Should You Take Advantage of Low Mortgage Interest Rates?
Finding the best time to refinance your mortgage isn’t always easy. Teryn Fitzgerald walks you through four primary factors that could help you make the decision.
In 2020, we have seen a steady decline of mortgage interest rates. According to Bankrate, the average 30-year fixed rate has dropped from 4.27% in May 2019 to 3.56% in March 2020. For homeowners, this can beg the question: should I take advantage of these low interest rates? The answer may vary depending on your goals. Here are some key things to consider when deciding if you should refinance your mortgage.
1) How long do you plan to stay in your home?
If you plan to sell your home in the next few years, then you may not get to see the benefits of refinancing. Typically, refinancing has closing costs associated with it. These costs can easily be a 3-6% of your loan amount. Therefore, it may take some time for the costs associated with the refinance to break even with your monthly savings.
2) How much equity do you have in the home?
Review how much your home is worth versus how much you owe. Most lenders will require you to have at least 5% equity in the home before you refinance. The amount of equity in your home may also be a factor on how much your closing costs will be and what rate you can refinance for.

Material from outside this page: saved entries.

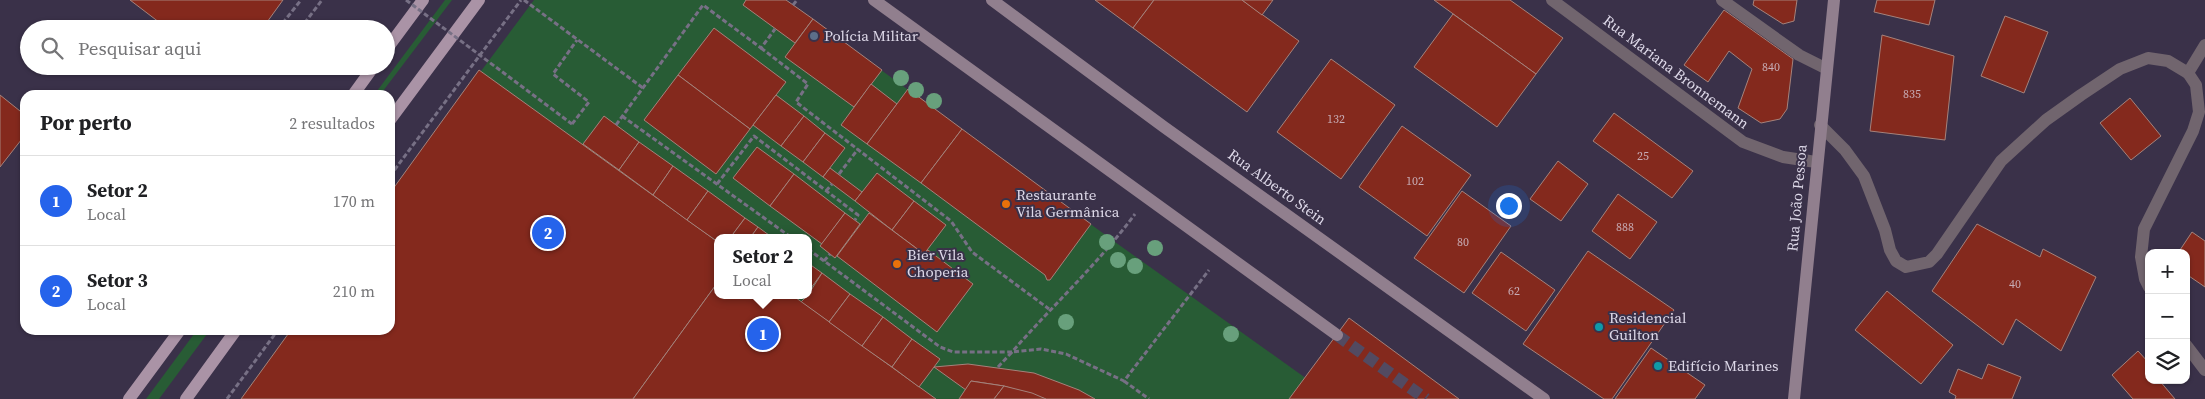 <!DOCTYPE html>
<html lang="pt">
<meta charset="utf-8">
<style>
:root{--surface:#fff;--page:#f6f6f6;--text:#202124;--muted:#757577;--line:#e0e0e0;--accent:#2563eb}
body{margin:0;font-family:"Source Serif 4",serif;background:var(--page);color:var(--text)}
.controls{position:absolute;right:15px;bottom:15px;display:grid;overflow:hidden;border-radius:10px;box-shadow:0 1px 4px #0004}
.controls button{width:45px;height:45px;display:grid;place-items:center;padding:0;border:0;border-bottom:1px solid var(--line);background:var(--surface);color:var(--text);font:25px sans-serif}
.you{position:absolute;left:1508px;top:205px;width:18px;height:18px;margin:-12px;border:4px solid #fff;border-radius:50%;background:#1a73e8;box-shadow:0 0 0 8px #1a73e833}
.badge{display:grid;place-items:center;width:32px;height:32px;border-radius:50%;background:var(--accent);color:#fff;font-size:16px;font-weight:700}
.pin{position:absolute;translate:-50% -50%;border:2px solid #fff;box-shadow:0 1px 5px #0006}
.popup{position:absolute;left:714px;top:234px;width:98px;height:65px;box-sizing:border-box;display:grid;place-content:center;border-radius:10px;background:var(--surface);filter:drop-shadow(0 1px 4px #0005);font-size:16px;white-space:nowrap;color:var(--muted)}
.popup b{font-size:19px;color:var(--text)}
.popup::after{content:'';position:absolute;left:50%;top:100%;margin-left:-10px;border:10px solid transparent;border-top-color:var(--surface)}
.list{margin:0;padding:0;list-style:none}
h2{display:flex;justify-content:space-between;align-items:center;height:65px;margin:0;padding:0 20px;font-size:21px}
h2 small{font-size:16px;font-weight:400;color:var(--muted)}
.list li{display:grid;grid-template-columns:32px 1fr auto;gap:15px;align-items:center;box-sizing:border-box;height:90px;padding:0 20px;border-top:1px solid var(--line)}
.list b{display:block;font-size:19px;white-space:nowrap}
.list p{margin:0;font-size:16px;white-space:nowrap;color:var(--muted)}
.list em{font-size:16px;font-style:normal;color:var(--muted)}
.icon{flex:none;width:28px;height:28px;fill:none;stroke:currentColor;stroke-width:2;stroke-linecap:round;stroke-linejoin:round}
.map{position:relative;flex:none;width:2205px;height:399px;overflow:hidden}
.search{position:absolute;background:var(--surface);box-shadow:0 1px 4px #0004;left:20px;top:20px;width:375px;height:55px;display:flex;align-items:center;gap:12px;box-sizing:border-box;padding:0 18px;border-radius:28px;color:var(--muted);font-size:19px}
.panel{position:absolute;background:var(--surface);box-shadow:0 1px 4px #0004;left:20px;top:90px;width:375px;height:245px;border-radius:15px}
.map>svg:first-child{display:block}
.green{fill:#285c35;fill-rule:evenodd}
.building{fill:#84291d;stroke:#a5827b}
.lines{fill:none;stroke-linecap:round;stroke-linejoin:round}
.secondary-tunnel{stroke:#524a61;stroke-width:12;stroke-dasharray:12 6;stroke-linecap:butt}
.path{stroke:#777085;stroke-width:3;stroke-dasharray:5 2.5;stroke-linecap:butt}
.lane{stroke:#71656e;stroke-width:12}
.street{stroke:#71656e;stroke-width:12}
.secondary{stroke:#917f8e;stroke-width:12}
.primary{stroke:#aa93a6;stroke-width:12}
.path-bridge{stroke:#777085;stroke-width:3;stroke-dasharray:5 2.5;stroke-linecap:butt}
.tree{fill:#68a07c}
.service-dot{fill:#5c6f8a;stroke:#3a3149;stroke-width:2}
.food-dot{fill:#e8710a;stroke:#3a3149;stroke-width:2}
.culture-dot{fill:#0f9aa8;stroke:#3a3149;stroke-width:2}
.labels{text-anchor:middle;stroke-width:4;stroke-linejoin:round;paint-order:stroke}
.number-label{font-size:12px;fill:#c7acb5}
.poi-label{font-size:15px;fill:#ddd8e8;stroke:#3a3149;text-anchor:start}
.street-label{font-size:15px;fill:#ddd8e8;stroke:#3a3149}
</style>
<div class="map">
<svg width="2205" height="399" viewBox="0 0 2205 399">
<rect width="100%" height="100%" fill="#3a3149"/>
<g class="green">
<polygon points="445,0 452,0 380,95 374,95"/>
<path d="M 534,0 L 786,0 L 1115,242 L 1335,399 L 241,399 L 291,330 L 390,330 L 390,193 ZM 718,238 L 808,238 L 808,295 L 718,295 Z"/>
<polygon points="197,330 210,330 159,399 146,399"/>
</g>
<g class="building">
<polygon points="130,0 283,0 262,29 168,29"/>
<polygon points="746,0 786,0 813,19 795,43 743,5"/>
<polygon points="1095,0 1154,0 1133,28"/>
<polygon points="1154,0 1242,0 1299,41 1247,112 1133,28"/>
<polygon points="1242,0 1273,0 1262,15"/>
<polygon points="1434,0 1510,0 1563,38 1536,74"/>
<polygon points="1754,0 1797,0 1794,21 1783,24 1753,5"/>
<polygon points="1877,0 1935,0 1929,25 1874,12"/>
<polygon points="1724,10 1793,59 1787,109 1780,119 1761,123 1738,108 1752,69 1729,51 1708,82 1684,65"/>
<polygon points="1453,14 1536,74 1497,127 1414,67"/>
<polygon points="2005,16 2048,32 2024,93 1981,76"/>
<polygon points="813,19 882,70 854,107 785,57"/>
<polygon points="714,28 786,82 750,129 678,75"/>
<polygon points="1882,35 1954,56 1945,140 1870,131"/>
<polygon points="1331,59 1395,105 1341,179 1277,132"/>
<polygon points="479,70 718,242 718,282 633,399 241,399 291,330 390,330 390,193"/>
<polygon points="678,75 750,129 716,174 644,120"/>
<polygon points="871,84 897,104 867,144 841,125"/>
<polygon points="908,89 962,129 921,183 867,144"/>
<polygon points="0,95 25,115 25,135 0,167"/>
<polygon points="776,95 804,116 781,146 753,125"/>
<polygon points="2130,98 2161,136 2131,160 2100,123"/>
<polygon points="1614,113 1693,171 1672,198 1593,141"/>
<polygon points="604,116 639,142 619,170 583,144"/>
<polygon points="804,116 825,133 803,162 781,146"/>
<polygon points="1402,126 1471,175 1427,236 1359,187"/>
<polygon points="962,129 1091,224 1050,280 1047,280 1045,275 921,183"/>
<polygon points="825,133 845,148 823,177 803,162"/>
<polygon points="639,142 673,166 653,195 619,170"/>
<polygon points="757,147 794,174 770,206 733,178"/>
<polygon points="1558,161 1588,184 1561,221 1530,199"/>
<polygon points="673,166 708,191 687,220 653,195"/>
<polygon points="830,168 862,192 855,201 823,177"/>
<polygon points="877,173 914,201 892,230 855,201"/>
<polygon points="794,174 845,213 822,244 770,206"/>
<polygon points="708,191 745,218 730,238 718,238 718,242 687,220"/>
<polygon points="1462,191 1511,226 1464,293 1414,258"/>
<polygon points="1618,194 1657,222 1630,259 1592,231"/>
<polygon points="914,201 946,225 924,254 892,230"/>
<polygon points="845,213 860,224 835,258 820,246"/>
<polygon points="869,213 924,254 928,250 973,284 937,332 837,256"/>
<polygon points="745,218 758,227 750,238 730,238"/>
<polygon points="1977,224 2040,257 2043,249 2096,277 2061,351 2016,319 2003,345 1932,291"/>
<polygon points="758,227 773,238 750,238"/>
<polygon points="2192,232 2205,241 2205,287 2186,274 2186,253 2178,253"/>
<polygon points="1588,251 1674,310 1612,399 1604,399 1523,344"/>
<polygon points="1501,252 1555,290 1526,331 1472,293"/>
<polygon points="808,263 822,273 808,292"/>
<polygon points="822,273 850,294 829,322 801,302 808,295"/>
<polygon points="718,282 718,295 792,295 936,399 633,399"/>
<polygon points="1887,291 1953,345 1921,384 1855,330"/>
<polygon points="850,294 883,317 862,346 829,322"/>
<polygon points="883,317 912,339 892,367 862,346"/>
<polygon points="1349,318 1459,399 1289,399"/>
<polygon points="912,339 940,359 919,387 892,367"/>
<polygon points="1651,348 1705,385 1695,399 1615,399"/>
<polygon points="2138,351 2149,363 2149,380 2159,380 2175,399 2133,399 2112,375"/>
<polygon points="968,364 1034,373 1079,390 1095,399 1046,399 1004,386 971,381 966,390 934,367"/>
<polygon points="1988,364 2021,377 2012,399 1955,399 1956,396 1949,392 1958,369 1982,379"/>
<polygon points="971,381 984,383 1004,386 994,399 959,399"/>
<polygon points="1004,386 1032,393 1046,399 994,399"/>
</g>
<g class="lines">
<polyline class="secondary-tunnel" points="1337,335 1426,399"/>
<g class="path">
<polyline points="524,0 643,88"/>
<polyline points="793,5 797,0"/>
<polyline points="278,29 301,0"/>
<polyline points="300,29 322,0"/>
<polyline points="761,48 808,84 796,102 951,221 972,252 1049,309"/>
<polyline points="622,116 792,238"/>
<polyline points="572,124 589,102 553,74 577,40"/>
<polyline points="616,125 703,5 761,48 775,29"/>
<polyline points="839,174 858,149"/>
<polyline points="390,176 521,0"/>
<polyline points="717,184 754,136 858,215 855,220"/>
<polyline points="826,191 832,184"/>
<path d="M 808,249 L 940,347 L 953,352 L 1012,352 C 1053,305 1098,264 1135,214"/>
<polyline points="824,261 830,254"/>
<polyline points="998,367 1012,352 1041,349 1066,354 1124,381 1209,270"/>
<polyline points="1124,381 1149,399"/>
<polyline points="227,399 278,330"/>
</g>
<polyline class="lane" points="1722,0 1799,55 1825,68"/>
<g class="street">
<polyline points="1552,0 1743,142 1783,157 1816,162"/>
<polyline points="2188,73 2205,45"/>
<polyline points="1820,125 1845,150 1864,176 1885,230 1890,250 1896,261 1906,267 1929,262 1937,254 2001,161 2046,120 2081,95 2120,69 2148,58 2168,61 2188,73 2196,85 2199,112 2193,131 2144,229 2141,257 2145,279 2149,287"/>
<polyline points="2186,345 2205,370"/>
</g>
<g class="secondary">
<polyline points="874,0 1337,335"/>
<polyline points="992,0 1164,127 1544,399"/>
<polyline points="1794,399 1834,0"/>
</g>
<g class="primary">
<polyline points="386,50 423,0"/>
<polyline points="353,95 374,66"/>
<polyline points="390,120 479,0"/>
<polyline points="129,399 180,330"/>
<polyline points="186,399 236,330"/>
</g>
<polyline class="path-bridge" points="406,0 572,124"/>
</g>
<g class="tree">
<circle cx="901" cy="78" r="8"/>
<circle cx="916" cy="90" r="8"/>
<circle cx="934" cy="101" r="8"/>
<circle cx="1107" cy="242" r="8"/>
<circle cx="1155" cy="248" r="8"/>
<circle cx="1118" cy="260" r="8"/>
<circle cx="1135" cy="266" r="8"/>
<circle cx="1066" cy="322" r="8"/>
<circle cx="1231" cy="334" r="8"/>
</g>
<circle class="service-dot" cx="814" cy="36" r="5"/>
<g class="food-dot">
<circle cx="1006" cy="204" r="5"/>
<circle cx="897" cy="264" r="5"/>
</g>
<g class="culture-dot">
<circle cx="1599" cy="327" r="5"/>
<circle cx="1658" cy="366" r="5"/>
</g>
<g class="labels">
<g class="number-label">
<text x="1771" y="71">840</text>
<text x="1912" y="98">835</text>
<text x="1336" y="123">132</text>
<text x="1643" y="160">25</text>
<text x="1415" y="185">102</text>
<text x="1625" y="231">888</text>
<text x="1463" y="246">80</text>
<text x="2015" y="288">40</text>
<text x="1514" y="295">62</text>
</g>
<g class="poi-label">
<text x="824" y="41">Polícia Militar</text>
<text x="1016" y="200">Restaurante<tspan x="1016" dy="17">Vila Germânica</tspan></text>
<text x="907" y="260">Bier Vila<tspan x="907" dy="17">Choperia</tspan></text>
<text x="1609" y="323">Residencial<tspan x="1609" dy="17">Guilton</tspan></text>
<text x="1668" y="371">Edifício Marines</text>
</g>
<g class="street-label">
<text transform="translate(1676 72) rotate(37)" y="5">Rua Mariana Bronnemann</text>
<text transform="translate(1277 187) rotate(36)" y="5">Rua Alberto Stein</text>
<text transform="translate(1797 198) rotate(-85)" y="5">Rua João Pessoa</text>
</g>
</g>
</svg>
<div class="controls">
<button>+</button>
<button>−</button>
<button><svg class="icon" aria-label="layers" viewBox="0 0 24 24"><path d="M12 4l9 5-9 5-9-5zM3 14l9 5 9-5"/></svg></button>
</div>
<div class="you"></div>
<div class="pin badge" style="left:763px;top:334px">1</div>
<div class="popup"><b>Setor 2</b>Local</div>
<div class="pin badge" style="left:548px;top:233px">2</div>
<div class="search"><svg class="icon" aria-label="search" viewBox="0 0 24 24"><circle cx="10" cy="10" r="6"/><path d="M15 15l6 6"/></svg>Pesquisar aqui</div>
<section class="panel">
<h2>Por perto<small>2 resultados</small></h2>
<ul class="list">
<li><span class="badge">1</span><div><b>Setor 2</b><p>Local</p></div><em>170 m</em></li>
<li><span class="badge">2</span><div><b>Setor 3</b><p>Local</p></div><em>210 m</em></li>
</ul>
</section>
</div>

3) What is your current interest rate compared to refinance rate?
If you can lower you rate by at least .75%-1%, you may want to consider refinancing. Also, the lower interest rate could free up monthly cash flow so you can save more into your retirement or pay down higher interest rate debt faster.
For example, a 30-year mortgage at 5.0% taken out 20 years ago with a 10-year term remaining and current balance of $180,000 might be refinanced today at approximately 3.0%. Maintaining the same period remaining on the mortgage, namely 10 years, would result in a monthly savings of close to $200. Over the remaining life of the mortgage, the refinancing would save over $24,000, not counting the interest earned on the monthly savings. If the savings were invested monthly and earned 7.0% annually, the savings from the refinance would be close to $35,000.
4) How is your current mortgage structured?
Review the terms of your current mortgage. If your mortgage is an adjustable-rate mortgage (ARM), your rate could go up in the future. You may want to consider locking in a fixed mortgage at a lower rate to avoid higher rates in the future.
It is a good time to think about mortgage refinancing. However, make sure you consider your own personal goals and current mortgage. Don’t be afraid to shop around to see what lenders are offering, but also compare the offers to how long it may take to recover costs. This opportunity has the potential to help you save big over the lifetime of your loan.